Since its inception in the U.S. market in the mid- 90s, laminate flooring has been positioned as a DIY-friendly product that won’t break the bank. The product’s quick-lay format—especially the glueless click systems that followed earlier iterations—became a favorite for both professional and novice floor layers alike, particularly those on a budget.
The downside is the deluge of early competitors combined with large-scale adoption by home centers and big-box stores, which resulted in a category that, unfortunately, didn’t offer a lot of margin opportunities for specialty flooring retailers. The end result was a category often positioned as a loss leader for specialty flooring retailers who could not compete, dollar for dollar, with the laminate prices the home centers and discount merchandisers were charging.
Thankfully, that trend started to change about five years ago as the category’s leaders began to invest significantly in new product development and innovation—a move that translated into innovative, high-performing products that specialty dealers could actually turn a profit on. The trend has only accelerated in the past two years and more recently as supply chain shortages of imported SPC and WPC inadvertently drove retailers (and consumers) back to laminate.
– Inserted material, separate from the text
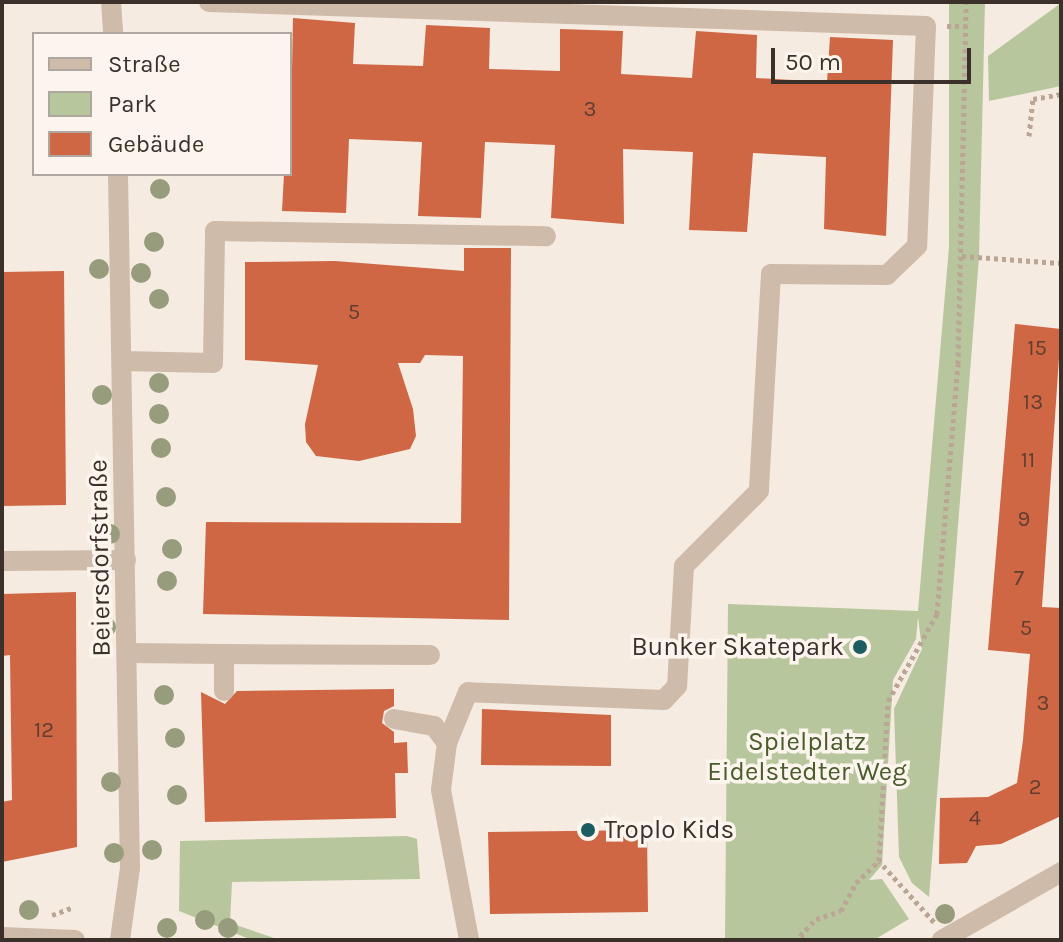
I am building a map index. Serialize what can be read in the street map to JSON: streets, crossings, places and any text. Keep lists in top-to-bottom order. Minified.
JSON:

Evidence of the category’s newfound resurgence can be seen in the bevy of products laminate suppliers have rolled out this year. These innovative products, which typically consist of 10mm to 12mm step-up options, not only help suppliers further differentiate themselves from the thin, low-price products that typically grace warehouse store shelves but also give retailers options that they can proudly display on their showroom floors while making above-average profits.
Examples include RevWood Premier, which features Mohawk’s Signature Imprint technology. “With our new technology, Signature, it’s really about making the most accurate representation of real engineered hardwood,” said David Moore, senior director of product management, wood and laminate. According to Moore, the improved realism is achieved through three development phases: captured design, texture and finish. The first stage begins with sourcing a real wood visual and then scanning that sample to glean as much information as possible out of the source wood. The next step entails the application of texturing in the wear layer to match the characteristics of the wood pattern and graining in the underlying image.
Not to be outdone, suppliers like Inhaus—which is renown for its high-quality, eco-conscious mindset—took the wraps off Lamdura, its latest laminate innovation touting direct digital printing and high-tech embossing for added texture. “The reaction to Lamdura has been very good,” said Derek Welbourn, CEO of Inhaus.
The company is looking to maintain that high level of interest by giving retailers more flexibility and a greater number of options. For example, Inhaus’ opening laminate product is 7mm (plus 2mm pad), followed by an 8mm (plus 2mm attached pad.) To differentiate its designs from the “off-the-shelf” laminate offerings currently available on the market, Inhaus sources and scans real wood patterns that form the foundation for its laminate visuals.
Other mid-to-upper tier collections hitting the scene include the INCORE Eco-Engineered Composite from Eternity. INCORE comes in 12.3mm-thick, random length planks up to 6 feet and boasts proven scratch resistance. “Not only does Ecoessent offer GreenGuard Gold Certified products, the entire Ecoessent line up is FloorScore Certified, which means Ecoessent has passed strict and rigorous testing assuring that all Ecoessent products are Indoor Air Safe Certified to install in every home,” said Isaac Lee, head of corporate marketing and product development. “Ecoessent has invested in exclusivity for its authorized retailers to confidently sell at maximum profit margins.”
Another noteworthy entrant to the field comes from The Dixie Group. First the company entered the hard surface arena with a line of rigid core offerings under the TruCor brand and hardwood under the high-end Fabrica label. Now it’s throwing its hat into the suddenly resurgent laminate arena with Tymbr, 7.5 inches wide x 72 inches long, with a four-sided, painted micro bevel and EIR for authentic texture and looks. “Laminate has fought its way back,” said T.M. Nuckols, president of the residential division of TDG. “Laminate has improved and can go in places that maybe you wouldn’t have put it in a few years ago.”